[Start of section]

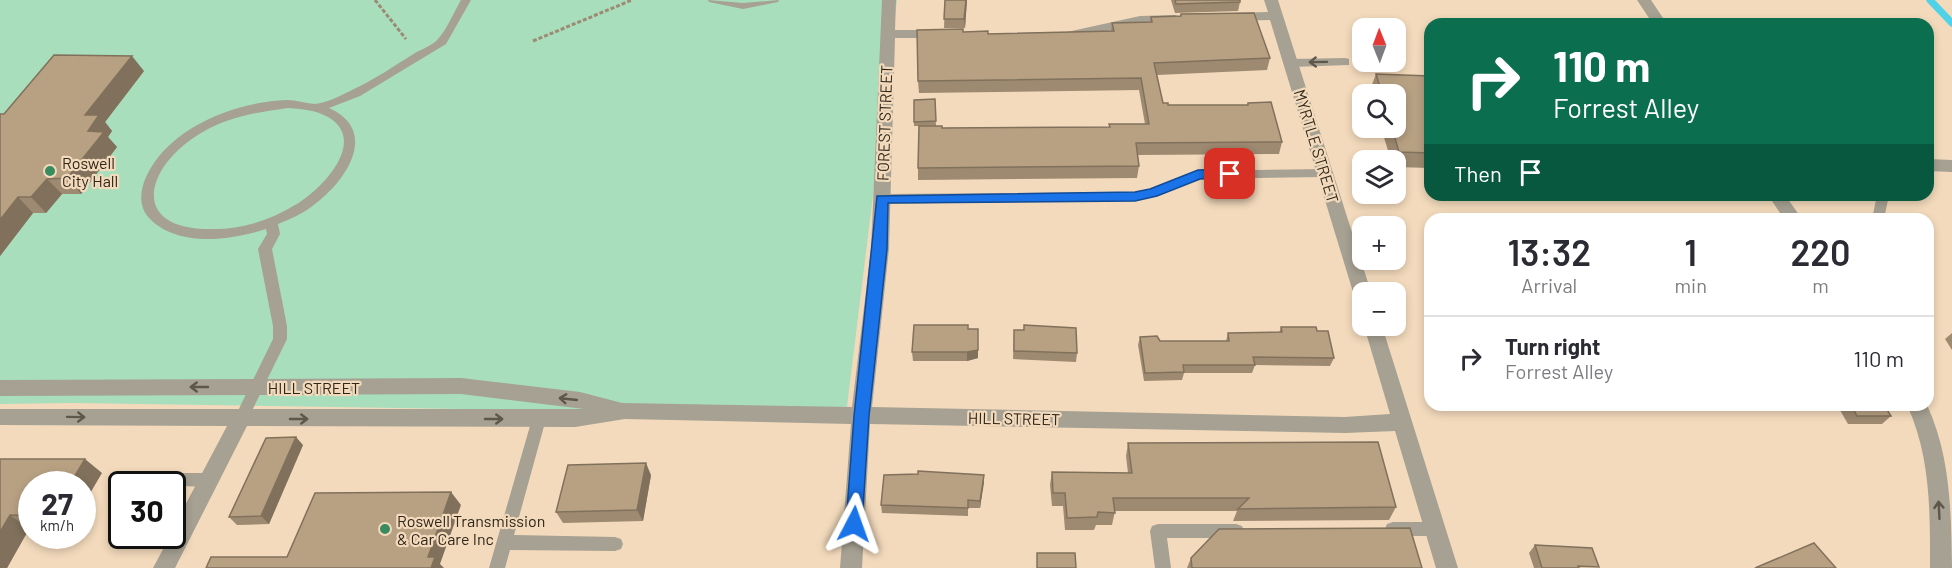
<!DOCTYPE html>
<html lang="en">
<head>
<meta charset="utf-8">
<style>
  :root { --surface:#fff; --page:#f7f7f7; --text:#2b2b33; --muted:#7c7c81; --line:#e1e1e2 }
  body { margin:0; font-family:Barlow,sans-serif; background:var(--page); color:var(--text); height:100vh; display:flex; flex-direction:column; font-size:22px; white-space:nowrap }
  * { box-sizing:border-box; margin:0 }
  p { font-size:20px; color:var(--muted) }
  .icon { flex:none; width:33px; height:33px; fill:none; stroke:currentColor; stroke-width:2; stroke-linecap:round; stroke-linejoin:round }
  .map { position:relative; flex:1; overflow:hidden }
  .panel { position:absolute; left:1424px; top:213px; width:510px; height:198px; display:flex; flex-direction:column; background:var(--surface); border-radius:18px; box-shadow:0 3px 9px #0003 }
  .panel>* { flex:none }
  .top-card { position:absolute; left:1424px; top:18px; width:510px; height:183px; border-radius:18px; box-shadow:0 3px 9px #0003; background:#0b6e4f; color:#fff; overflow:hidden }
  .needle { width:39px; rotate:359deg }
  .tools { position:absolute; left:1352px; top:18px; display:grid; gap:12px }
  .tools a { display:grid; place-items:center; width:54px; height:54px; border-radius:12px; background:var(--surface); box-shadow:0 3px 9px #0003; font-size:30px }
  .speed { position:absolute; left:18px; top:471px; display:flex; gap:12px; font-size:30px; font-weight:700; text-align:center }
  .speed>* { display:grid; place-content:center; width:78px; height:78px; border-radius:50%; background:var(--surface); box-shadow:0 3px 9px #0003; line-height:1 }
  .speed small { font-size:15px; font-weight:400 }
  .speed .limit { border:3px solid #111; border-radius:9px; background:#fff; color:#111 }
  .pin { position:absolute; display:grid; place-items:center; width:51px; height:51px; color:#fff; margin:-26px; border-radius:12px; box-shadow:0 3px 9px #0006 }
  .me { position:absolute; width:66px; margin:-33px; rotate:4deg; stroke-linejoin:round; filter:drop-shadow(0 0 4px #0008) }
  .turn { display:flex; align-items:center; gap:21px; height:126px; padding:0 30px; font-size:27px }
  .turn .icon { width:78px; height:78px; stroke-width:2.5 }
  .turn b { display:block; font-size:42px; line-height:51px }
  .then { display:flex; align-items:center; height:57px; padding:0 30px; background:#0003; gap:12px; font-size:22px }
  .eta { display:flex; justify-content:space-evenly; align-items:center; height:102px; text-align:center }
  .eta b { font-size:36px; font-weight:600; line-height:42px }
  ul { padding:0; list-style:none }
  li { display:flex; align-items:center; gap:18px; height:84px; padding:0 30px; border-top:2px solid var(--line) }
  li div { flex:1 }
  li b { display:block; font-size:22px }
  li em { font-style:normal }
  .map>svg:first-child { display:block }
  .green { fill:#a8debc }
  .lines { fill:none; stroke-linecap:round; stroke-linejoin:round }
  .stream { stroke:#4fd2e7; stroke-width:7 }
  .path { stroke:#9c8a74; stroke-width:3; stroke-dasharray:4 2; stroke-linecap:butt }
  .service { fill:#a6a192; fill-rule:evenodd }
  .minor { fill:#a6a192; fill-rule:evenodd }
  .wall { fill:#9e8a71 }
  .shaded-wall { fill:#81715c }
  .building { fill:#b8a183; stroke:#81715c; stroke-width:1.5 }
  .oneway { stroke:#5f574a }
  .route { fill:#1a73e8; stroke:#114b97; stroke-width:1.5 }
  .poi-dot { fill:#388b5e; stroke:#f3dabc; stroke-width:2 }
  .labels { text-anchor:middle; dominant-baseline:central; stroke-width:4.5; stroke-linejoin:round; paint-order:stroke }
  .street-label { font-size:16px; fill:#2f261a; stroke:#f3dabc }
  .poi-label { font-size:16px; fill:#2f261a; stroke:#f3dabc; text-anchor:start }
</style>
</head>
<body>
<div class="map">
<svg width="1952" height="568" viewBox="0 0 1952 568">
  <rect width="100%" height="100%" fill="#f3dabc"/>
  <!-- green -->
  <path class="green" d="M0,0H897L846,415L73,403L0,404Z"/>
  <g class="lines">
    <!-- stream -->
    <path class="stream" d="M1930,0L1952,23"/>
    <!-- path -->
    <g class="path">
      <path d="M375,0L406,39"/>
      <path d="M533,41L632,0"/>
    </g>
    <!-- service -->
    <g class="service">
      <path d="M461,0H471L446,44L360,96L329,108C380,131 346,181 315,204C304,213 291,219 278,224L280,234L272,249L287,326V339L246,423L241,425L236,423L234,419L273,339V326L258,249L267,234L266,229C231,240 179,248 150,219C138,207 140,191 146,177C169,127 235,102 287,100C296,100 305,103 314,104C324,104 342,95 352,90C374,80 394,66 415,53C422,49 433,45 438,39C447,29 454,12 461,0ZM288,108C301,109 316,110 328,117C369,141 321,190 295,205C271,220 242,229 214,229C127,231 145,166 201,133C228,117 258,112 288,108Z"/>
      <path d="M708,0L743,3L779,0L778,2L743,9L709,2Z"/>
      <path d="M1345,58L1349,59V65L1291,67L1285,63L1291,59Z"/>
      <path d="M1325,169L1331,173L1325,177L1199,179L1156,196L1135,200L882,204L876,199L882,194L1135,192L1150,189L1198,171Z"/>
      <path d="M1877,195H1889L1884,219H1872Z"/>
      <path d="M539,413L544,415L546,419L514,535L615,537L621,539L623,544L621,549L615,551L510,550L505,568H489L532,419L534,415Z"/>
      <path d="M130,473H209L214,475L217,480L214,485L209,487L124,484L122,480L125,475Z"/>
      <path d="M1393,522H1435L1441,524L1443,529L1441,534L1435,536H1393L1387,534L1385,529L1387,524Z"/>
      <path d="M1158,524H1236L1242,526L1244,531L1242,536L1236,538H1167L1171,568H1155L1150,531L1152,526Z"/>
    </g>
    <!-- minor -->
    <g class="minor">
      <path d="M882,0H896L895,30H940L947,34L940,38H895L889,249L872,407L1345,417L1390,414L1364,326H1382L1458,568H1436L1395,431L1345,433L870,424L862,568H840L851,424L625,419L575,427L247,426L175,568H153L170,536H172V530L227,426L0,425V409H584L461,394L0,396V380L461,378L580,392L622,403L852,407L871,249Z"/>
      <path d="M1264,0H1278L1371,292H1362V299L1356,297L1353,292L1270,20L1232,21L1225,17L1232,13L1268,12Z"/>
      <path d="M1637,0H1651L1667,24H1653Z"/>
      <path d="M1175,15L1182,19L1180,22L1140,24L1072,39L1065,35L1067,32L1140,16Z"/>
      <path d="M1928,159L1952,160V172L1928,171Z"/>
      <path d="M1768,195H1785L1802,219H1784Z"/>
      <path d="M1907,405H1927C1951,457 1951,512 1952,568H1930C1930,512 1931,457 1907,405Z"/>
    </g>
  </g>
  <!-- wall -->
  <g class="wall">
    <path d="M945,0H967L965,28H944Z"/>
    <path d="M1171,0H1240V2L1238,11L1175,13Z"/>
    <path d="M1181,14L1270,58L1267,70L1157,75L1163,103L1168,105H1247L1248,103L1282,142L1279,154L1138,155L1139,166L1137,178L918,180V168L919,126H914V100L935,99L936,126L942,128L1109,127V124H1145L1139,90L919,93L918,81L963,32L988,34L1111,31L1112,23L1150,22L1151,17L1180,16Z"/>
    <path d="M144,71L105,122L112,131L108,137L117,147L81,194H62L46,213H33L0,256V114H4Z"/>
    <path d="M1376,74L1430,76V168L1395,167V160H1391L1381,128H1395V94H1372L1370,90Z"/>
    <path d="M1281,327L1317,331L1334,358L1330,366L1255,365L1252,373H1184L1182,380L1144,381L1138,345L1140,337L1160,341H1226L1228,333H1279Z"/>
    <path d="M968,329L978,358L967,361H913L912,352Z"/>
    <path d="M1014,330L1077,353L1076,362L1013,359Z"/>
    <path d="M1952,333V350L1945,339Z"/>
    <path d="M1837,405H1884L1891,416L1882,424H1848Z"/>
    <path d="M1128,443L1396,507L1389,520L1233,521L1237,511H1115L1112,525H1096L1094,530H1065L1063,506H1052L1050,485L1052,472L1128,473L1126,456Z"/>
    <path d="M303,445L269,524L237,525L229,517Z"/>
    <path d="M0,459L102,473L32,484V529H29L7,568H0Z"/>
    <path d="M651,475L643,521L563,523L556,512Z"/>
    <path d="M984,475L980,508H968V516L882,513L881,505Z"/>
    <path d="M1535,545L1599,567L1534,568L1529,553Z"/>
    <path d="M1191,558L1422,568H1187Z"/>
  </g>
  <!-- shaded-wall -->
  <g class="shaded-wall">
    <path d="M966,0H967L965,28L964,19Z"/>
    <path d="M132,56L144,71L105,122L112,131L108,137L117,147L81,194L67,178L88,131L85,115Z"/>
    <path d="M47,179L62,194L46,213L31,197Z"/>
    <path d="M18,197L33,213L0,256V220Z"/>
    <path d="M978,350V358L967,361V352Z"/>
    <path d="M296,437L303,445L269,524L261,516Z"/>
    <path d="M85,459L102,473L82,507V484H70Z"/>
    <path d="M646,463L651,475L643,521L637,510Z"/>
    <path d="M984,475V483L980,508V501Z"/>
    <path d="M451,492L461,505L440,564L444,568H431L428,557Z"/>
    <path d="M10,515L29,529L7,568H0V532Z"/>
  </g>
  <!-- building -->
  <g class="building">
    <path d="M945,0H966L964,19H944Z"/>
    <path d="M1175,0H1240V2L1176,4Z"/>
    <path d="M1254,13L1270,58L1154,63L1163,103H1168V105H1248V103L1271,102L1282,142L1136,143L1139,166L918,168L919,126H942V128L1110,127L1109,124H1149L1141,78L918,81L917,30L963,29V32L988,31V34L1114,31L1112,23L1152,22L1151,17L1181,16V14Z"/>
    <path d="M54,55L132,56L85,115H99L88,131L104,132L67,178L47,179L31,197H18L0,220V114H4Z"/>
    <path d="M1376,74L1430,76V153L1399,152L1392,128H1395V94H1382Z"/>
    <path d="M935,99L936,121L914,122V100Z"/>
    <path d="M914,325H968V329H978V350L967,352H912Z"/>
    <path d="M1024,325L1076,328L1077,353L1014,351V330H1024Z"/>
    <path d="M1281,327H1316L1317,331H1328L1334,358L1253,357L1255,365H1183L1184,372L1145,373L1140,337L1157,336L1160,341H1229L1228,333L1282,332Z"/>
    <path d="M1851,405H1884L1891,416H1857Z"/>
    <path d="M296,437L261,516L229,517L266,438Z"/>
    <path d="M1378,442L1396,507L1238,509L1249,498H1113L1115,513L1098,512L1097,517L1067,518L1065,493H1053L1052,472L1132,473L1128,443Z"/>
    <path d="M0,459H85L70,484H32V516L10,515L0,532Z"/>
    <path d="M646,463L637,510L556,512L568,465Z"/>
    <path d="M918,471L984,475L980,501L968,500V508L881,505L884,475L918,474Z"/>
    <path d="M451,492L428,557H435L431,568H206L211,557H287L315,493Z"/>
    <path d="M1410,528L1422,568H1192L1191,558L1219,529Z"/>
    <path d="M1814,543L1836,568H1755Z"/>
    <path d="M1535,545L1592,548L1599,567L1578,566L1579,568H1542Z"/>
    <path d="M1037,553H1075L1076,568H1037Z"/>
  </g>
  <!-- one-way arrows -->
  <defs><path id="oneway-shaft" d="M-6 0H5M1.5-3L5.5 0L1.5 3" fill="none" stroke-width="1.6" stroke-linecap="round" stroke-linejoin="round" transform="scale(1.5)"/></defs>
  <g class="oneway">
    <use href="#oneway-shaft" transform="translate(1318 62) rotate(179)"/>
    <use href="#oneway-shaft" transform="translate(199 387) rotate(180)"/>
    <use href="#oneway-shaft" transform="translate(568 399) rotate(-174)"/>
    <use href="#oneway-shaft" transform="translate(76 417) rotate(1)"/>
    <use href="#oneway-shaft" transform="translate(299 419)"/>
    <use href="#oneway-shaft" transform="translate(494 419)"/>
    <use href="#oneway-shaft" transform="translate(1939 510) rotate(-93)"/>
  </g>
  <!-- route -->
  <path class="route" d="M1230,169L1237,174L1235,177L1200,179L1157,196L1135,201L888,203L887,249L869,416L862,524L860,530L854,532L848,530L846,524L854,416L877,196L1135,192L1150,189L1198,170Z"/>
  <!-- markers -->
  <g class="poi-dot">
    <circle cx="50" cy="171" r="6"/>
    <circle cx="385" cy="529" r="6"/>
  </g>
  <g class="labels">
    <!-- street labels -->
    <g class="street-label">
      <text transform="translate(884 123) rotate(-88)">FOREST STREET</text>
      <text transform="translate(1317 146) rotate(73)">MYRTLE STREET</text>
      <text x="314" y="387">HILL STREET</text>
      <text transform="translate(1014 418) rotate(1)">HILL STREET</text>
    </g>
    <!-- poi labels -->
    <g class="poi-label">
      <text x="62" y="162">Roswell<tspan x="62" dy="18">City Hall</tspan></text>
      <text x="397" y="520">Roswell Transmission<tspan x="397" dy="18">&amp; Car Care Inc</tspan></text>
    </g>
  </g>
</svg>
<div class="tools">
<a><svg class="needle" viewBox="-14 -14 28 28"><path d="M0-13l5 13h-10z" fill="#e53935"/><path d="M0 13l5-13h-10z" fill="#7c7c81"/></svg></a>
<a><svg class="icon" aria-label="search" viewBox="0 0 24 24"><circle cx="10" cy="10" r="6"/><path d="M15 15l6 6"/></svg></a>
<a><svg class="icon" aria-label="layers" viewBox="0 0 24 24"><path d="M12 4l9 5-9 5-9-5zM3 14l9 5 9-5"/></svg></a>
<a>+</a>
<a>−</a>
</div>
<div class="speed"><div>27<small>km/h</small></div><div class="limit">30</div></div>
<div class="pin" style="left:1230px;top:174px;background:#d93025"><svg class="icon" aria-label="arrive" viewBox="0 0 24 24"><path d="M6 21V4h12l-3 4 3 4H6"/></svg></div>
<svg class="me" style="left:854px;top:524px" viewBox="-20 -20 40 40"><path d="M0-17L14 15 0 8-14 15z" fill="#1a73e8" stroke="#fff" stroke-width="4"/></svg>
<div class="top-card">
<div class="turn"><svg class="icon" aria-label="right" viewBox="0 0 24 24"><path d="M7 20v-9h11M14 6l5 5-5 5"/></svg><div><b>110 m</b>Forrest Alley</div></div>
<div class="then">Then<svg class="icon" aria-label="arrive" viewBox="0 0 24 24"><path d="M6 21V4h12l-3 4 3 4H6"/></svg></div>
</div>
<section class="panel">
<div class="eta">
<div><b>13:32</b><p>Arrival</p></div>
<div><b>1</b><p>min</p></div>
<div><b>220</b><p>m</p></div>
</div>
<ul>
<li><svg class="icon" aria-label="right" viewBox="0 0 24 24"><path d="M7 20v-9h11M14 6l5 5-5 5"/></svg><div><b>Turn right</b><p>Forrest Alley</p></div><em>110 m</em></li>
</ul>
</section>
</div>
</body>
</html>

[End of section]

■ **Required action**
Using the entries above, give again exactly the lines from the line holding "position:absolute; left:18px; top:471px;" through the line holding "border:3px solid #111;". Include both end lines and nothing else.

■ **Reply**
  .speed { position:absolute; left:18px; top:471px; display:flex; gap:12px; font-size:30px; font-weight:700; text-align:center }
  .speed>* { display:grid; place-content:center; width:78px; height:78px; border-radius:50%; background:var(--surface); box-shadow:0 3px 9px #0003; line-height:1 }
  .speed small { font-size:15px; font-weight:400 }
  .speed .limit { border:3px solid #111; border-radius:9px; background:#fff; color:#111 }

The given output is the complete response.